After having rejected traditional Chinese Confucian and Taoist philosophies, socialism and Christianity, the Chinese people, he said, “have now taken a cynical and utilitarian attitude,” that surpasses even that of the official Communist ideology, and are suffering from an empty, materialistic social ethic. “‘Carpe diem’ has become their motto,” said Wu.

The extreme secularity of China’s general society, however, gives Christians a “unique opportunity” to evangelise to a culture that has lost any moral guidance, he added.

According to recent government estimates, including both officially registered and underground churches, the population of Chinese Christians is around 30 million, of which about 6 million are Catholics. 


The “challenges for being a Christian in contemporary China” include coping with the long tradition of secularisation, atheist ideology and materialism with “blind economic growth,” said Wu. He advised that the “Chinese believer needs to take a critical view of their own cultural background and to cut off those elements that are incompatible with Christian belief.” 

“This means that she has to face the danger of being singled out in a highly secularised society. Moreover, she should demonstrate the superiority of Christian life by her own thoughts, words and deeds. 

“Yet, one does not live in a vacuum. But rather one is born to be a social animal. A Christian believer cannot and should not entirely detach herself from secular society. Otherwise her witness will remain completely invisible, and have little effect on those who do not yet have any interest in transcendent realities. 

“In other words, she has to open herself to the secular world, without falling prey to its zeitgeist.” 

He criticised some Catholic believers who he described as often adopting “rather conservative attitudes” towards the secular world, and making “little effort to actively defend themselves in front of the challenges imposed by their cultural circumstances”. 

“Their silence and retreat from the world merely makes the Church invisible to outsiders.” 

The first missionaries to China, he said, found it difficult “to introduce the idea of a transcendent God among people convinced that there is only life on Earth and nothing more”. This situation has been worsened by the Communist government that has  started with atheism as the foundation of its ideology, and expelled Christian missionaries, closed churches and suppressed the functioning of the native Chinese church. 

“Even with the change which occurred after the death of Mao and the reopening of churches,” he said, the social climate has remained hostile to religion. 

Wu is a Catholic philosopher and serves as Associate Professor of Ancient and Medieval Philosophy and vice director of the Centre for Classical Studies at Peking University, China. He is the author of “Voluntas et Libertas: A Philosophical Account of Augustine’s Conception of the Will in the Domain of Moral Psychology” and has published a series of articles on St. Augustine and St. Thomas Aquinas in western academic journals. 

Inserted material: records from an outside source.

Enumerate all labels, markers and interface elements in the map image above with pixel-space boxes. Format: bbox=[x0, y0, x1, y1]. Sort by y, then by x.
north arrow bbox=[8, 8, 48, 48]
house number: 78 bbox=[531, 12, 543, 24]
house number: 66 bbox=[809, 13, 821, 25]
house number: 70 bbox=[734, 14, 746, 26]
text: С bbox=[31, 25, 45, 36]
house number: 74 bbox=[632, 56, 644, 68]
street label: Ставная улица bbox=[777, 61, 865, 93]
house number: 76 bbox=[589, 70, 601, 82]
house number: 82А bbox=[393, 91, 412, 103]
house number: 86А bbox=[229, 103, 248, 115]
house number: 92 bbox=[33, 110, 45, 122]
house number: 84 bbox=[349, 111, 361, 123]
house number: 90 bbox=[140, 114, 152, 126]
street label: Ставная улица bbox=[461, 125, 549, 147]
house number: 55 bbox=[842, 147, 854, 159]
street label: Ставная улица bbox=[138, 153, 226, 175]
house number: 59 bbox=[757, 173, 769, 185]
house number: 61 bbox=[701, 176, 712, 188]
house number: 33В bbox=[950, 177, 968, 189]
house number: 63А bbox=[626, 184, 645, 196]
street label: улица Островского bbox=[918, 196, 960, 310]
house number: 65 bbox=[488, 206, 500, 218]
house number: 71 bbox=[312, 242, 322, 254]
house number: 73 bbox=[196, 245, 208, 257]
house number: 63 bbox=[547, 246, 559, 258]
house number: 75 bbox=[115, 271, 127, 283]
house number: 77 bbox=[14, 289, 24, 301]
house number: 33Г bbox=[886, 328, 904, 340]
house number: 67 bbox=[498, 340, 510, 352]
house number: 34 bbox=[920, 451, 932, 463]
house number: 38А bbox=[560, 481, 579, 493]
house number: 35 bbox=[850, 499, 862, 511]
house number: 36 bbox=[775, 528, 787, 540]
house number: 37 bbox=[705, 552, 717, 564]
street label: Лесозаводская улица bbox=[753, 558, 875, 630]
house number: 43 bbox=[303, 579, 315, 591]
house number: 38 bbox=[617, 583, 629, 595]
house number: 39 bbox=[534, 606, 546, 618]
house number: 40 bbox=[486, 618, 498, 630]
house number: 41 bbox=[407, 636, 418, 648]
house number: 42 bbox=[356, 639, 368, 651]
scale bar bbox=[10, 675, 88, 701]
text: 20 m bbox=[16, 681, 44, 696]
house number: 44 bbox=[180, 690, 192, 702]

In a general historical overview, Wu said that at the end of the 19th century, Chinese nationalists rejected both traditional Chinese, Confucian culture, and adopted western, post-Christian secularist ideologies. “What followed was an anti-Christian movement in the 1920s, which rejected Christianity as outdated superstition,” he said. 

“In other words, after stepping out of the highly secularised traditional society, most Chinese intellectuals immediately embraced the goals and values of Western secularisation.” 

“All religions,” he said, suffered suppression during the Communist Cultural Revolution, “but it was more serious in the case of Christianity, because it had long been considered a foreign religion.’ 

Wu went on to describe his own upbringing in a family that had been Catholic for generations. He said his grandfather had considered becoming a priest, and that he received his religious education from his grandmother. He noted that because of the separation of Chinese Catholics from the outside world, including the Vatican, the practices of the Chinese Catholic Church did not change in the 1960s, and that their sacraments were conducted in Latin until the 1990s. 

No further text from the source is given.